Discord CDN URLs can expire or be removed. Those fetches are stored as failed with their HTTP status, commonly 404; this does not block publishing files that were fetched successfully.
#Backing up vectors
discrawl publish --with-embeddings --push
discrawl subscribe --with-embeddings https://github.com/example/discord-archive.git
discrawl update --with-embeddings
Stored under embeddings/<provider>/<model>/<input_version>/.... Import only restores matching identities; Ollama/nomic subscribers do not accidentally pick up OpenAI/text-embedding vectors.
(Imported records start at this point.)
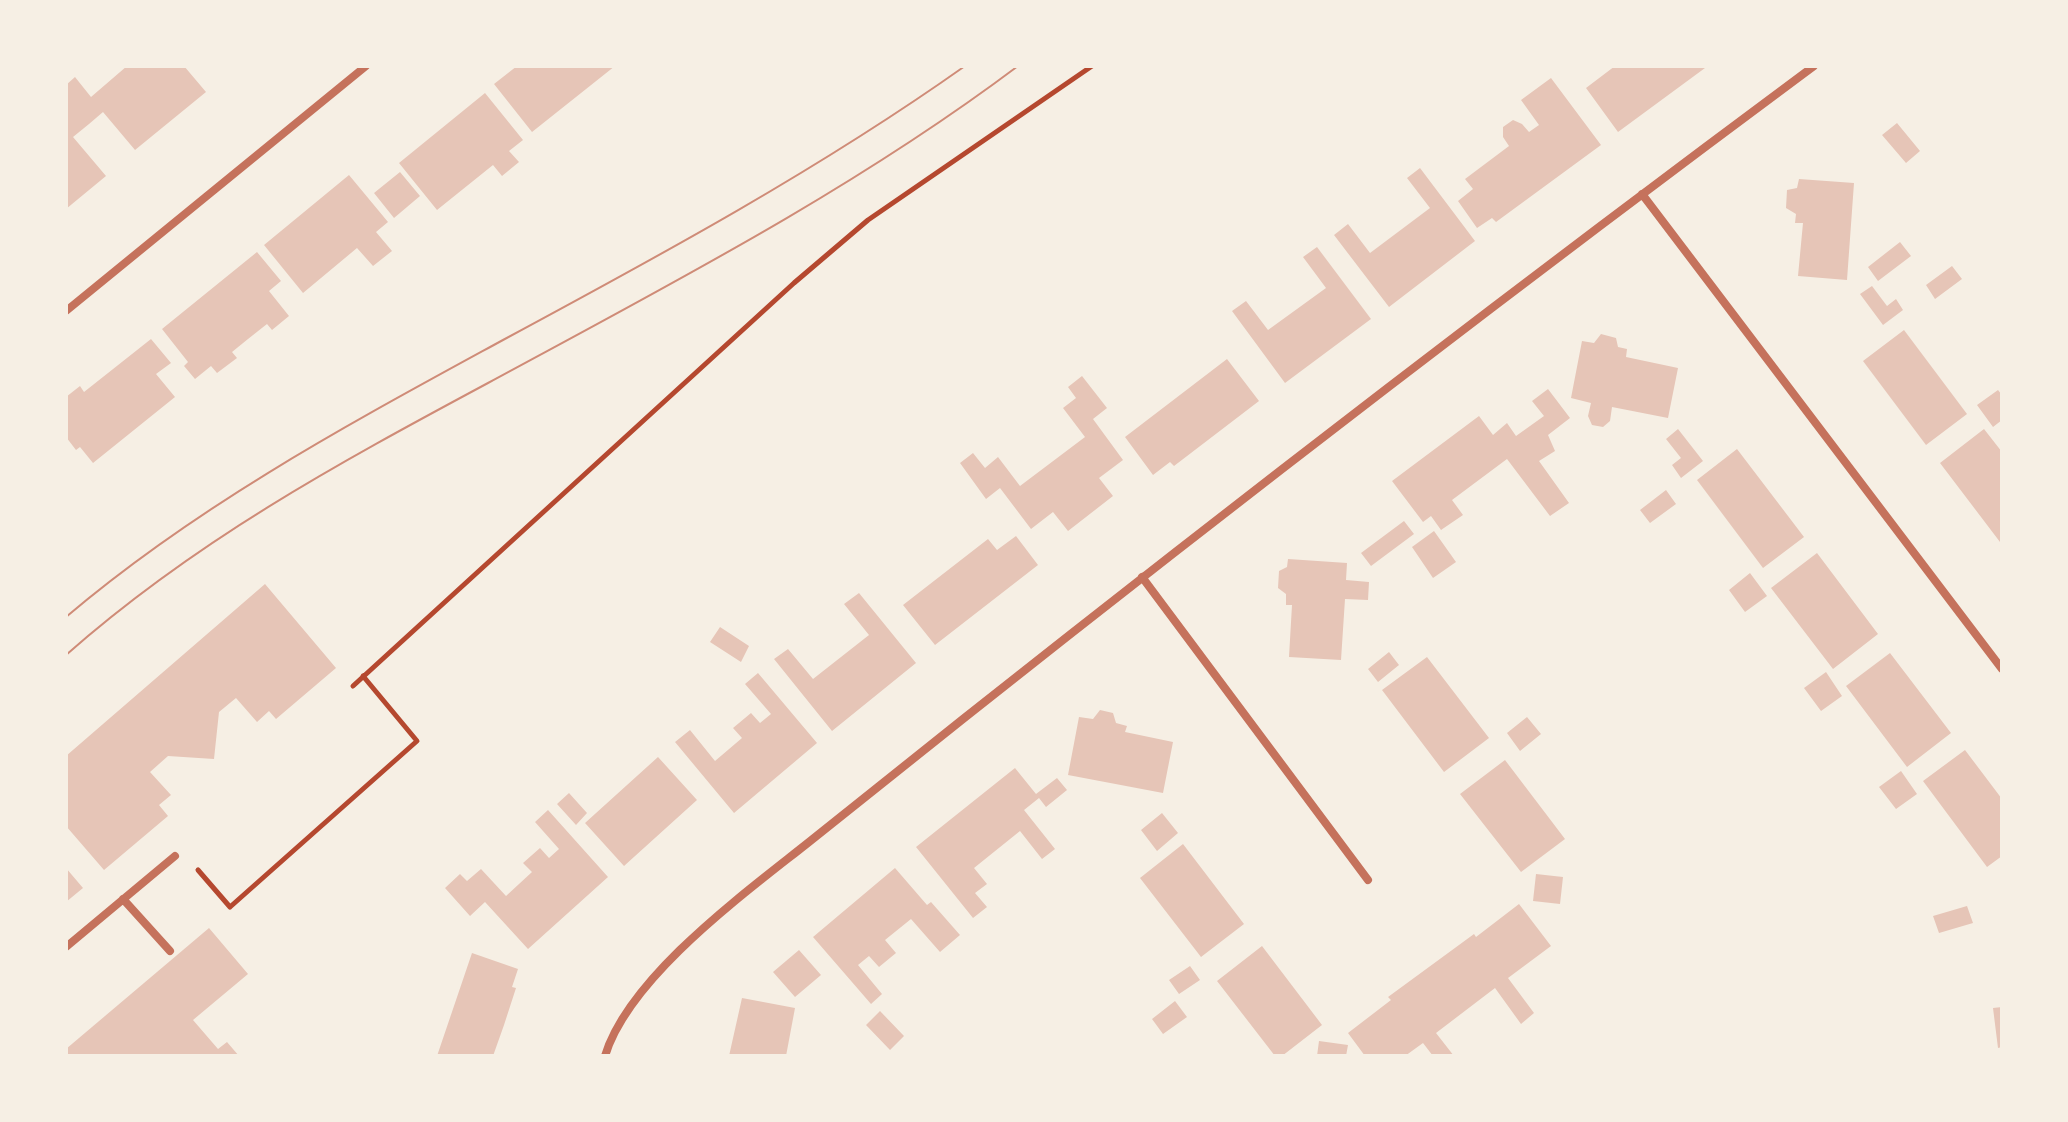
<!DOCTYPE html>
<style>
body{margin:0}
#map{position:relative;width:2068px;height:1122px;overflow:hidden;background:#f6efe4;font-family:"DejaVu Sans",sans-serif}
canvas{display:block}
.frame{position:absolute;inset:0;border:68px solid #f6efe4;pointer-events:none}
</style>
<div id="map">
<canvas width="2068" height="1122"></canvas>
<div class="frame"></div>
</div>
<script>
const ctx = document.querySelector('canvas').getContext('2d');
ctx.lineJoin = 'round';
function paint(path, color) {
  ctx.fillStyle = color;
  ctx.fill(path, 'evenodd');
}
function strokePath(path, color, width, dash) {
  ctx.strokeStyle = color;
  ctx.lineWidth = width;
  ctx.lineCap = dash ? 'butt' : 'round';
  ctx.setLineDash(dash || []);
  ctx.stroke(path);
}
const building = new Path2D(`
 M127,66H184L206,92L135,150L103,112L89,124L73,137L106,176L66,209V85L75,77L91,97Z
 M517,66H615L532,132L494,84Z
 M1615,66H1703L1705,68L1618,132L1586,88Z
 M1551,78L1601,145L1496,222L1492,218L1477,228L1458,201L1473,189L1465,179L1509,146L1503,137V127L1513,120L1522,124L1529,132L1539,125L1521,100Z
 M485,93L523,140L509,151L519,162L502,176L493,165L437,210L399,163Z
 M1897,123L1920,151L1906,163L1882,135Z
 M1420,168L1475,241L1389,307L1334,235L1348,224L1370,253L1430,208L1407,178Z
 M400,172L420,196L394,218L374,193Z
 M349,175L388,222L376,232L392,251L373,266L357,248L303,293L264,245Z
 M1799,179L1854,183L1847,280L1798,276L1803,223H1795L1796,214L1786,208L1787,190L1797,188Z
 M1900,242L1911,256L1878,281L1868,267Z
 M1317,247L1371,319L1285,383L1232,311L1246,301L1268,330L1326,288L1303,257Z
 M257,252L281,281L269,291L289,316L272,330L267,324L248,339L232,352L237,358L217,373L211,366L195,379L184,366L188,362L162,329Z
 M1952,266L1962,279L1935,299L1926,285Z
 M1872,286L1887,306L1896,299L1903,310L1883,325L1860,294Z
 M1904,330L1967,414L1926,445L1863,361Z
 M1601,334L1616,338L1618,347L1627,349L1626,357L1678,368L1668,418L1612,407L1610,421L1603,427L1592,425L1588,416L1591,403L1571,398L1582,341L1594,343Z
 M151,339L171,363L156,374L175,397L93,463L80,447L76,450L66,437V397L80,386L84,392Z
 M1227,359L1259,401L1174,466L1170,462L1153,475L1125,437Z
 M1082,376L1107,408L1093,419L1123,460L1099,478L1113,496L1068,531L1053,512L1031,529L1000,488L986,499L960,463L973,453L985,468L998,457L1020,486L1085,437L1063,408L1076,398L1068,387Z
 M1548,389L1570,418L1548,435L1555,451L1539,461L1569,503L1550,516L1507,459L1452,500L1463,515L1441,530L1431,516L1423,522L1392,481L1479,416L1493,435L1507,423L1516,436L1544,416L1532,401Z
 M1998,390L2002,395V420L1993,427L1977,405Z
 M1678,429L1703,461L1681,478L1672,465L1681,458L1666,439Z
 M1984,429L2002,452L2000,542L1940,463Z
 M1737,449L1804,537L1763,568L1697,480Z
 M1666,490L1676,504L1650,523L1640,510Z
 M1404,521L1414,534L1371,566L1361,553Z
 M1434,531L1456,562L1433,578L1412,547Z
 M1016,536L1038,565L935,645L903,605L988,539L997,550Z
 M1817,553L1878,634L1833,669L1771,588Z
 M1288,559L1347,563L1346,580L1369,582L1368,600L1345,599L1341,660L1289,657L1292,605H1286V594L1278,588L1279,571L1287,567Z
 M1750,573L1767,596L1745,612L1729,590Z
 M265,584L336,668L276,719L269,711L257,722L236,698L219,712L214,759L168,756L150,772L171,795L159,805L168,816L104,870L66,826V756Z
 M859,593L916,663L832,731L774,659L788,649L813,679L869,635L844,604Z
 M720,627L749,646L741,662L710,642Z
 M1389,652L1399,665L1378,682L1368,669Z
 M1890,653L1951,733L1907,767L1846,686Z
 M1427,657L1489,738L1444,772L1382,690Z
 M1826,672L1842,696L1821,711L1804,688Z
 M758,673L817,743L734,813L675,742L690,730L715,761L742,738L733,728L751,713L760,723L771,714L745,684Z
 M1100,710L1113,713L1116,723L1127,726L1125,732L1173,742L1163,793L1068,775L1079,717L1093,719Z
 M1527,717L1541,734L1520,751L1507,733Z
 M1965,750L2002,799V856L1987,867L1923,781Z
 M658,757L697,800L624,866L585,823Z
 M1505,760L1565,839L1521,872L1460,794Z
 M1015,768L1036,794L1057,778L1067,790L1046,807L1039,798L1024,810L1055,849L1042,859L1020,831L974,868L987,884L975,893L987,907L973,918L916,847Z
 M1901,771L1917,794L1896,809L1879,787Z
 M569,793L587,813L576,825L557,804Z
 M548,810L608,877L528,949L485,902L470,916L445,888L460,874L467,881L481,869L506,896L532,872L523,863L540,848L549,858L559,849L535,822Z
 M1162,813L1178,833L1157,851L1141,830Z
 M1183,844L1244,924L1201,957L1140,878Z
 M66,868L83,888L66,902Z
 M895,868L927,905L931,902L960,935L940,952L911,919L885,940L896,953L879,967L869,956L858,965L882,994L871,1004L813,937Z
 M1536,874L1563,877L1560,904L1533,901Z
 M1519,904L1551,946L1508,978L1534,1013L1521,1024L1495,988L1436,1033L1454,1056H1433L1423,1043L1405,1056H1365L1348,1033L1391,1000L1388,997L1474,934L1476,937Z
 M1967,906L1973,923L1939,933L1933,916Z
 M209,928L248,974L193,1020L218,1049L227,1042L239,1056H66V1049Z
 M1262,946L1322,1025L1282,1056H1275L1217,981Z
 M799,950L821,975L795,997L773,972Z
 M472,953L518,969L512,987L516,988L504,1025L493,1056H437Z
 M1190,966L1200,980L1179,994L1169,980Z
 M742,998L795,1008L786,1056H729Z
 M1175,1001L1187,1017L1163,1034L1152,1019Z
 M2002,1007V1047L1998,1048L1993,1008Z
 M880,1011L904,1036L890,1050L866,1025Z
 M1319,1041L1348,1045L1346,1056H1317Z`);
const path = new Path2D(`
 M353,686L794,283L868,220L1092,66
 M198,870L230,907L417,741L363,676`);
const minor = new Path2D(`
 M1642,194L2002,669
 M66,311L366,66
 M1142,577L1368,880
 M123,899L170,951
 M66,947L175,856
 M605,1056C629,977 745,893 809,842C860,801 912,760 963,719C1243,497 1527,279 1814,66`);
const tram = new Path2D(`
 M66,617C199,504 351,423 503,340C661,255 818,170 965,66
 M66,655C195,541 337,464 488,383C669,285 853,190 1018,66`);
paint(building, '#e6c5b7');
strokePath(path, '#b5482f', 5);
strokePath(minor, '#c5725c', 8);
strokePath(tram, '#cf8b77', 2);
</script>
Publishing without --with-embeddings omits embedding manifests instead of carrying forward an older bundle.
#CI
The Docker smoke test installs discrawl in a clean Go container, subscribes to a Git snapshot repo, then checks search, messages, sql, and report:
DISCRAWL_DOCKER_TEST=1 go test ./internal/cli -run TestDockerGitSourceSmoke -count=1
The backup workflows restore and save .discrawl-ci/discrawl.db with actions/cache. On a warm runner cache, scheduled publishers skip the pre-sync snapshot import and go straight to the live latest-message delta before publishing. Cache misses still import the latest published snapshot first so --latest-only has channel cursors to resume from.